[Data extracts — start]

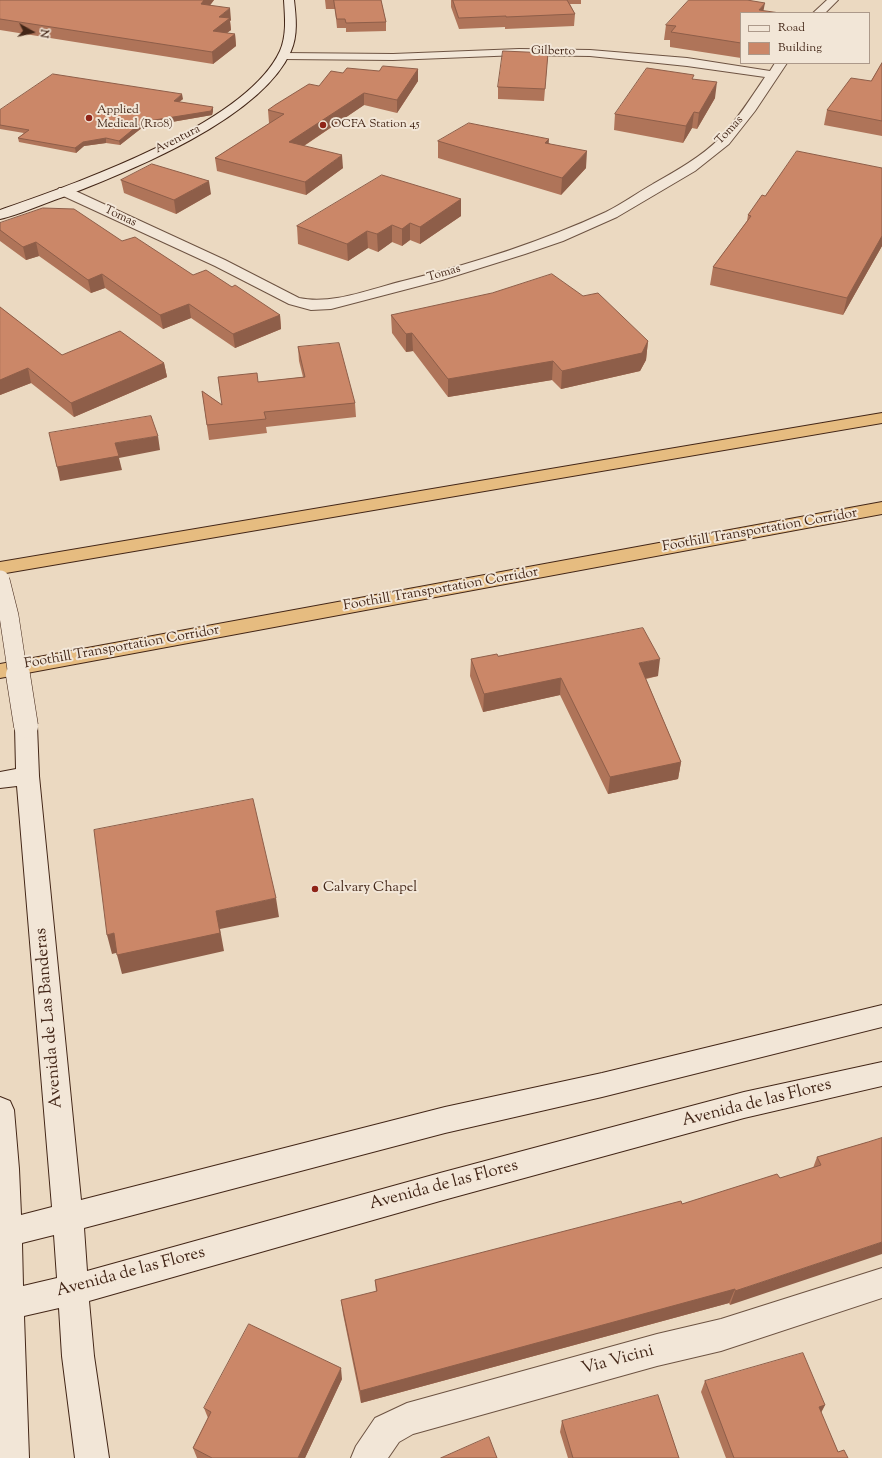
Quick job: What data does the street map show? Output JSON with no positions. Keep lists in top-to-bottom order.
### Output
{
  "streets": {
    "highway": ["Foothill Transportation Corridor"],
    "street": [
      "Gilberto",
      "Tomas",
      "Aventura",
      "Avenida de Las Banderas",
      "Avenida de las Flores",
      "Via Vicini"
    ]
  },
  "crossings": [
    ["Gilberto", "Tomas"],
    ["Gilberto", "Aventura"],
    ["Tomas", "Aventura"],
    ["Avenida de Las Banderas", "Avenida de las Flores"]
  ],
  "places": ["Applied Medical (R108)", "OCFA Station 45", "Calvary Chapel"],
  "legend": ["Road", "Building"],
  "north": "right"
}
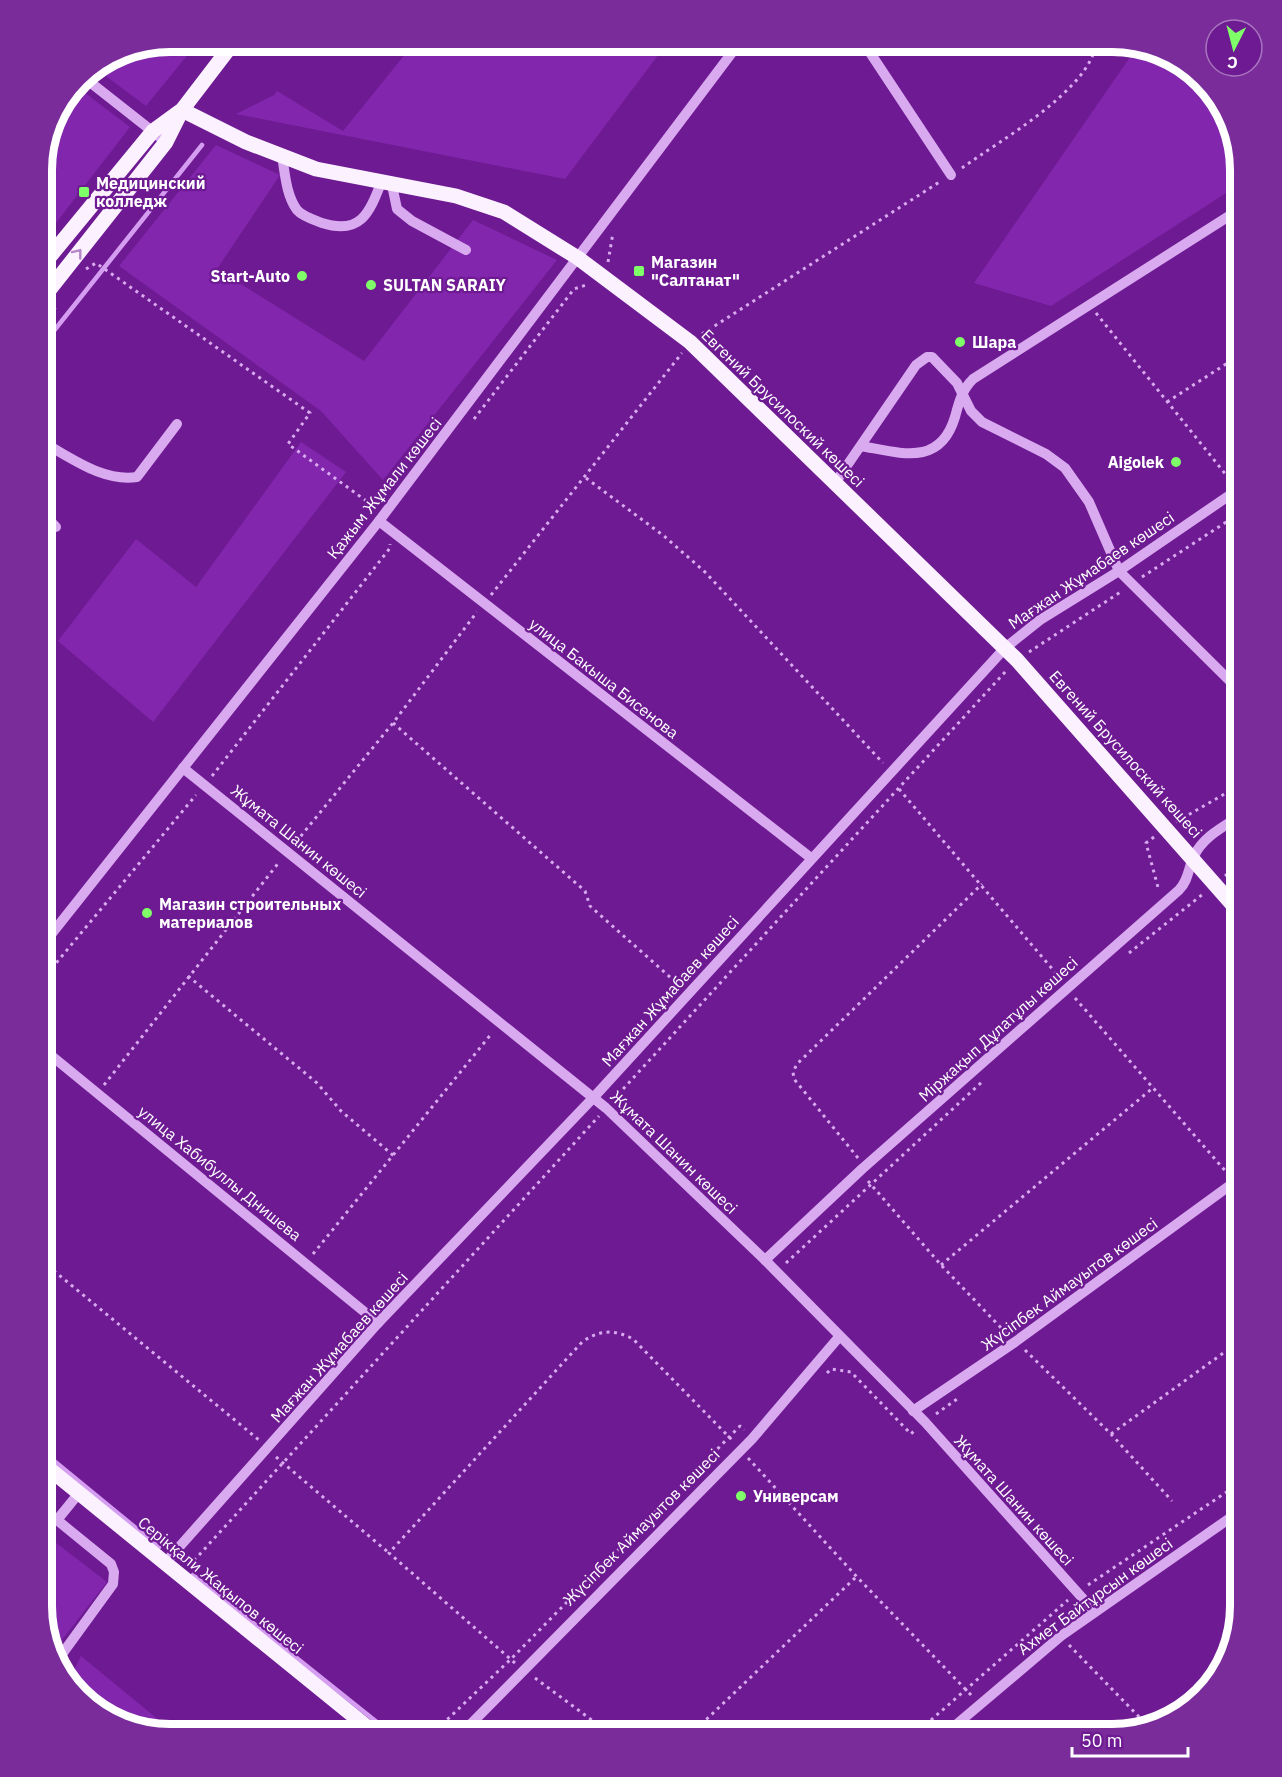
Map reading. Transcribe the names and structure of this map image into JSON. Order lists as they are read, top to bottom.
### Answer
{
  "streets": {
    "main road": ["Евгений Брусилоский көшесі", "Серікқали Жақыпов көшесі"],
    "street": [
      "Қажым Жұмали көшесі",
      "Мағжан Жұмабаев көшесі",
      "улица Бакыша Бисенова",
      "Жұмата Шанин көшесі",
      "Міржақып Дұлатұлы көшесі",
      "улица Хабибуллы Днишева",
      "Жүсіпбек Аймауытов көшесі",
      "Ахмет Байтұрсын көшесі"
    ]
  },
  "crossings": [
    ["Евгений Брусилоский көшесі", "Қажым Жұмали көшесі"],
    ["Евгений Брусилоский көшесі", "Мағжан Жұмабаев көшесі"],
    ["Евгений Брусилоский көшесі", "Міржақып Дұлатұлы көшесі"],
    ["Қажым Жұмали көшесі", "улица Бакыша Бисенова"],
    ["Қажым Жұмали көшесі", "Жұмата Шанин көшесі"],
    ["Мағжан Жұмабаев көшесі", "улица Бакыша Бисенова"],
    ["Мағжан Жұмабаев көшесі", "Жұмата Шанин көшесі"],
    ["Мағжан Жұмабаев көшесі", "улица Хабибуллы Днишева"],
    ["Мағжан Жұмабаев көшесі", "Серікқали Жақыпов көшесі"],
    ["Жұмата Шанин көшесі", "Міржақып Дұлатұлы көшесі"],
    ["Жұмата Шанин көшесі", "Жүсіпбек Аймауытов көшесі"],
    ["Жұмата Шанин көшесі", "Ахмет Байтұрсын көшесі"]
  ],
  "places": {
    "transit": ["Медицинский колледж", "Магазин \"Салтанат\""],
    "other": [
      "Start-Auto",
      "SULTAN SARAIY",
      "Шара",
      "Aigolek",
      "Магазин строительных материалов",
      "Универсам"
    ]
  },
  "scale_bar": "50 m",
  "north": "bottom"
}
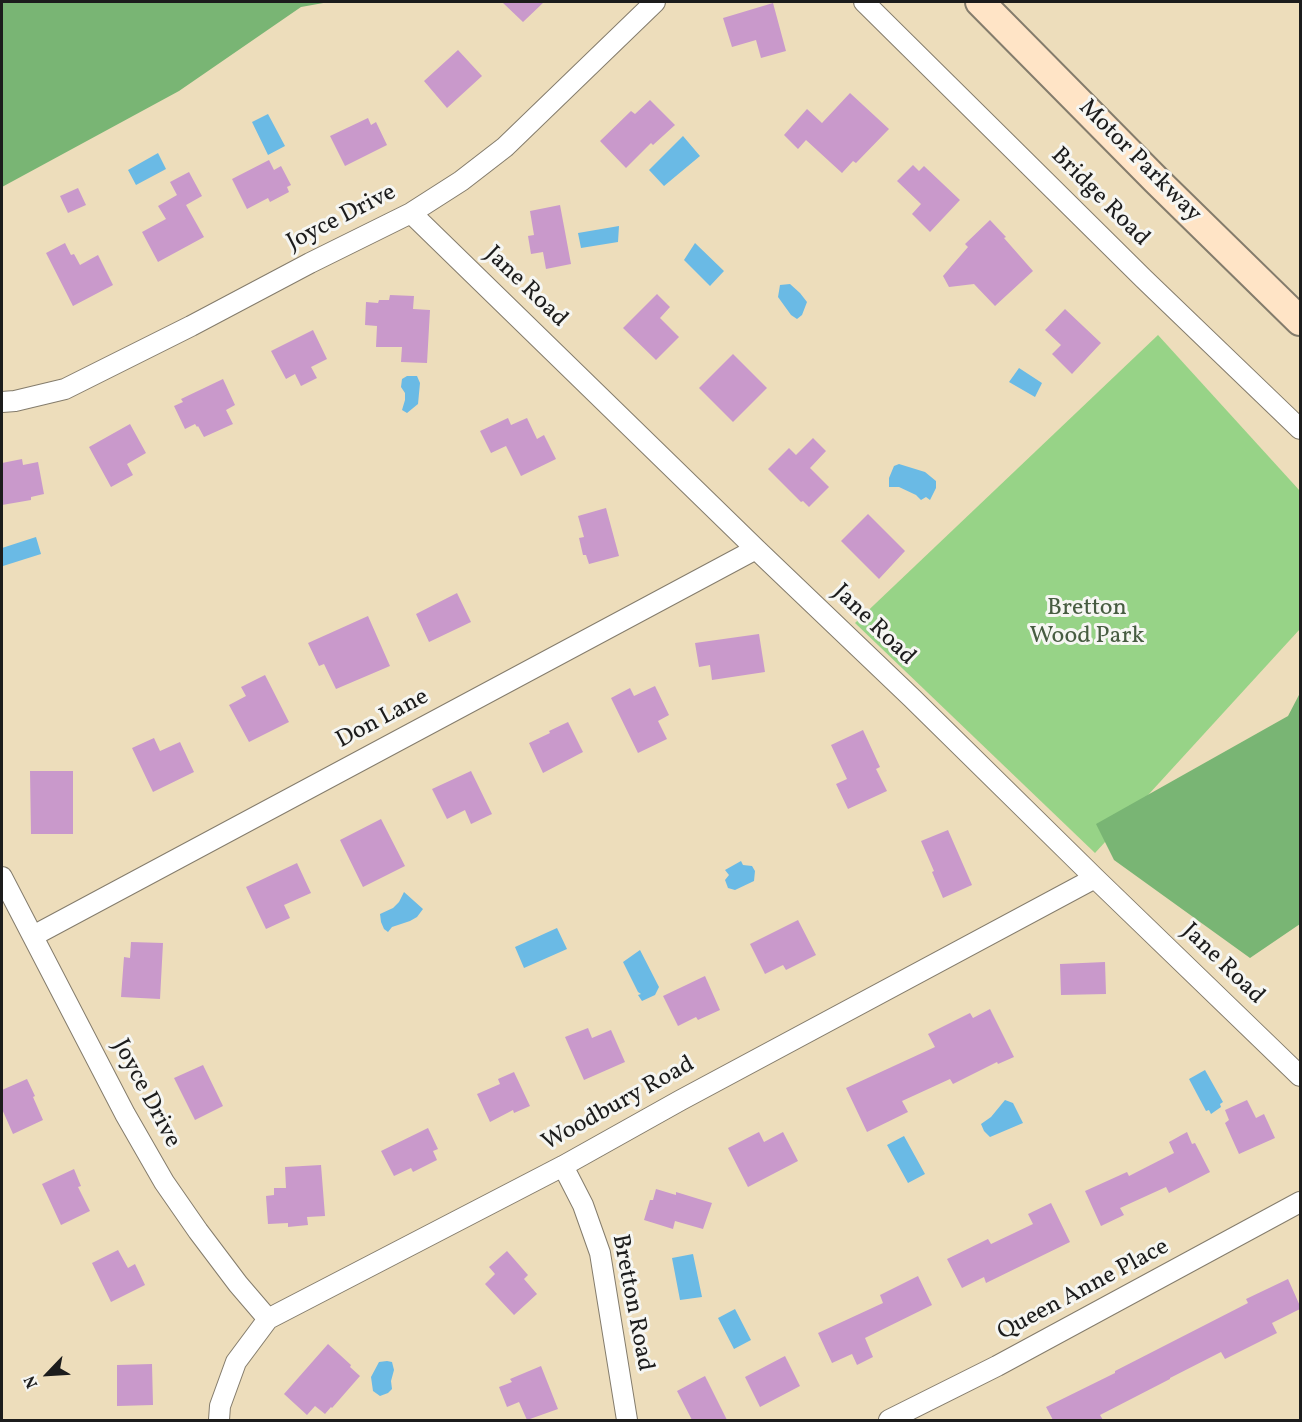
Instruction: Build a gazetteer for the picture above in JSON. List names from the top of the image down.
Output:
{
  "streets": {
    "main road": ["Motor Parkway"],
    "street": [
      "Bridge Road",
      "Joyce Drive",
      "Jane Road",
      "Don Lane",
      "Woodbury Road",
      "Queen Anne Place",
      "Bretton Road"
    ]
  },
  "crossings": [
    ["Joyce Drive", "Jane Road"],
    ["Joyce Drive", "Don Lane"],
    ["Joyce Drive", "Woodbury Road"],
    ["Jane Road", "Don Lane"],
    ["Jane Road", "Woodbury Road"],
    ["Woodbury Road", "Bretton Road"]
  ],
  "parks": ["Bretton Wood Park"],
  "north": "bottom left"
}
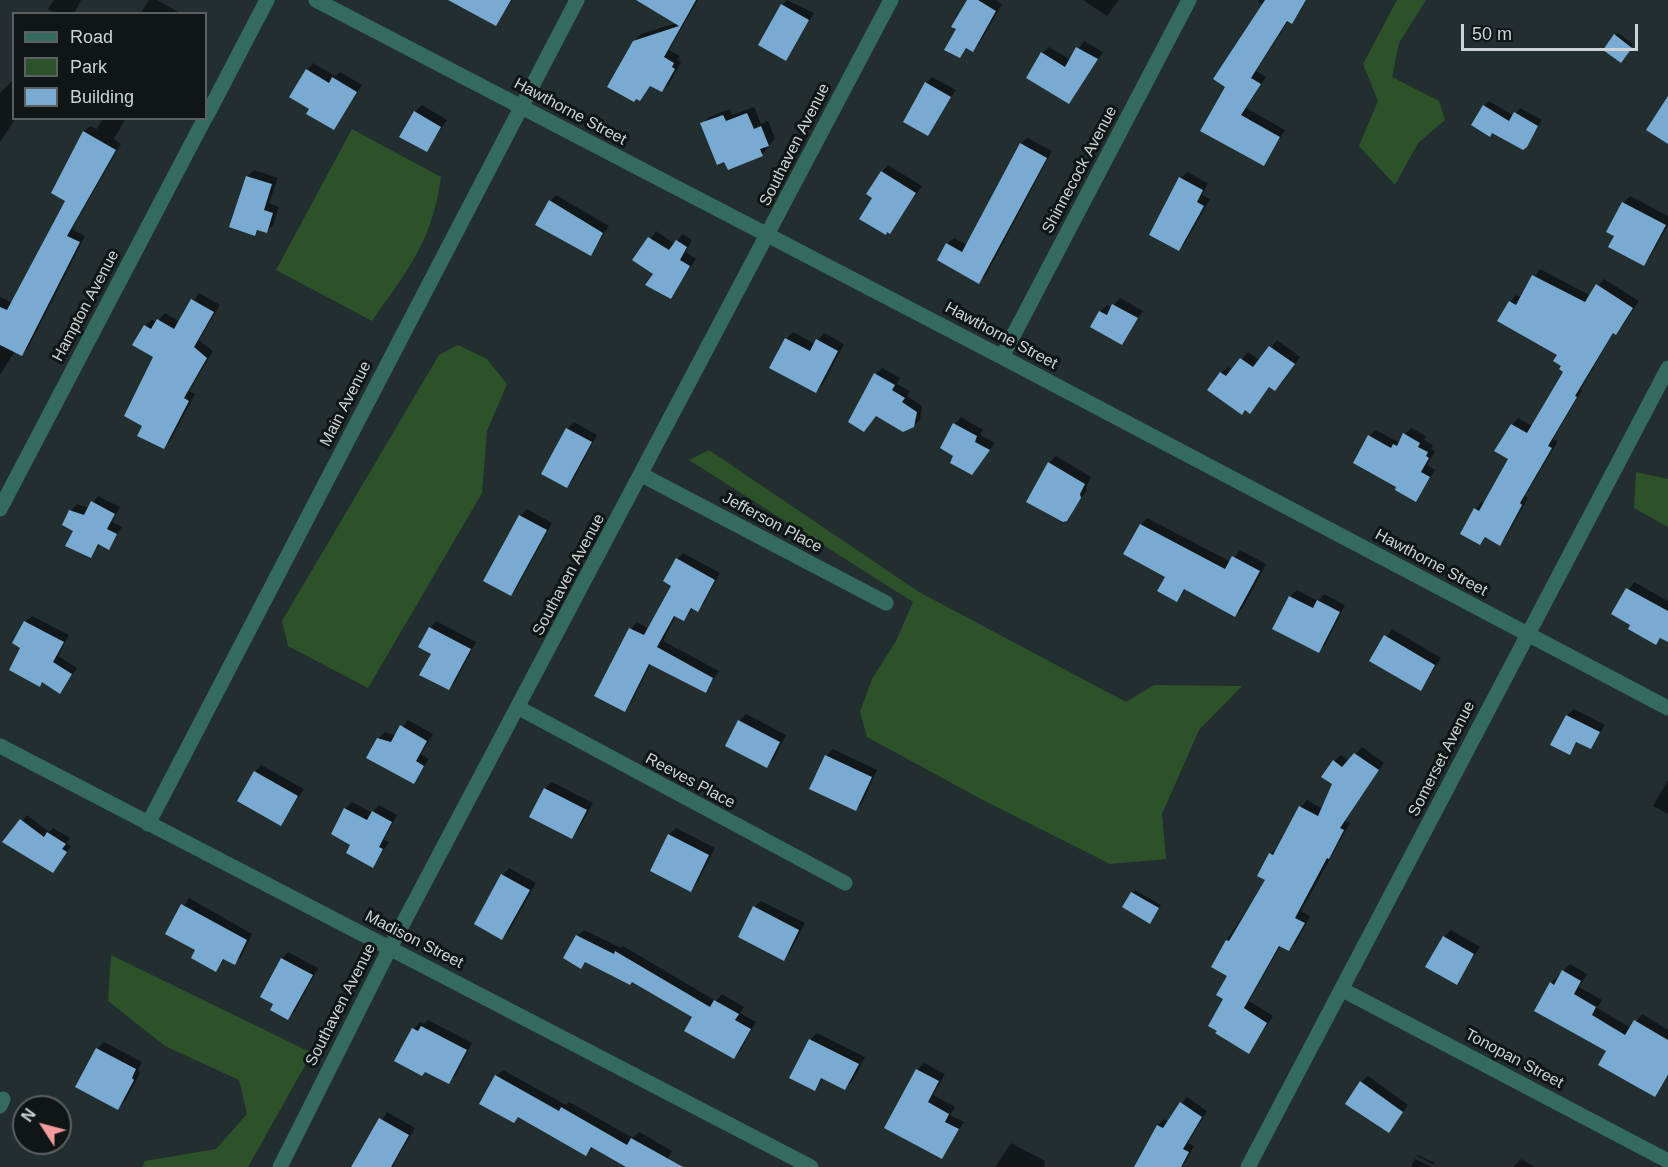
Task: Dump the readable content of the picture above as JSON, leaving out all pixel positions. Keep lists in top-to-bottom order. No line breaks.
{"streets":{"street":["Hawthorne Street","Southaven Avenue","Shinnecock Avenue","Hampton Avenue","Main Avenue","Jefferson Place","Somerset Avenue","Reeves Place","Madison Street","Tonopan Street"]},"crossings":[["Hawthorne Street","Southaven Avenue"],["Hawthorne Street","Shinnecock Avenue"],["Hawthorne Street","Main Avenue"],["Hawthorne Street","Somerset Avenue"],["Southaven Avenue","Jefferson Place"],["Southaven Avenue","Reeves Place"],["Southaven Avenue","Madison Street"],["Main Avenue","Madison Street"],["Somerset Avenue","Tonopan Street"]],"legend":["Road","Park","Building"],"scale_bar":"50 m","north":"top left"}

[Data extracts — finish]

▶ [Work instruction]
On how many lines above does the word "Жұмабаев" appear? Answer with that figure only.

▶ [Your solution]
6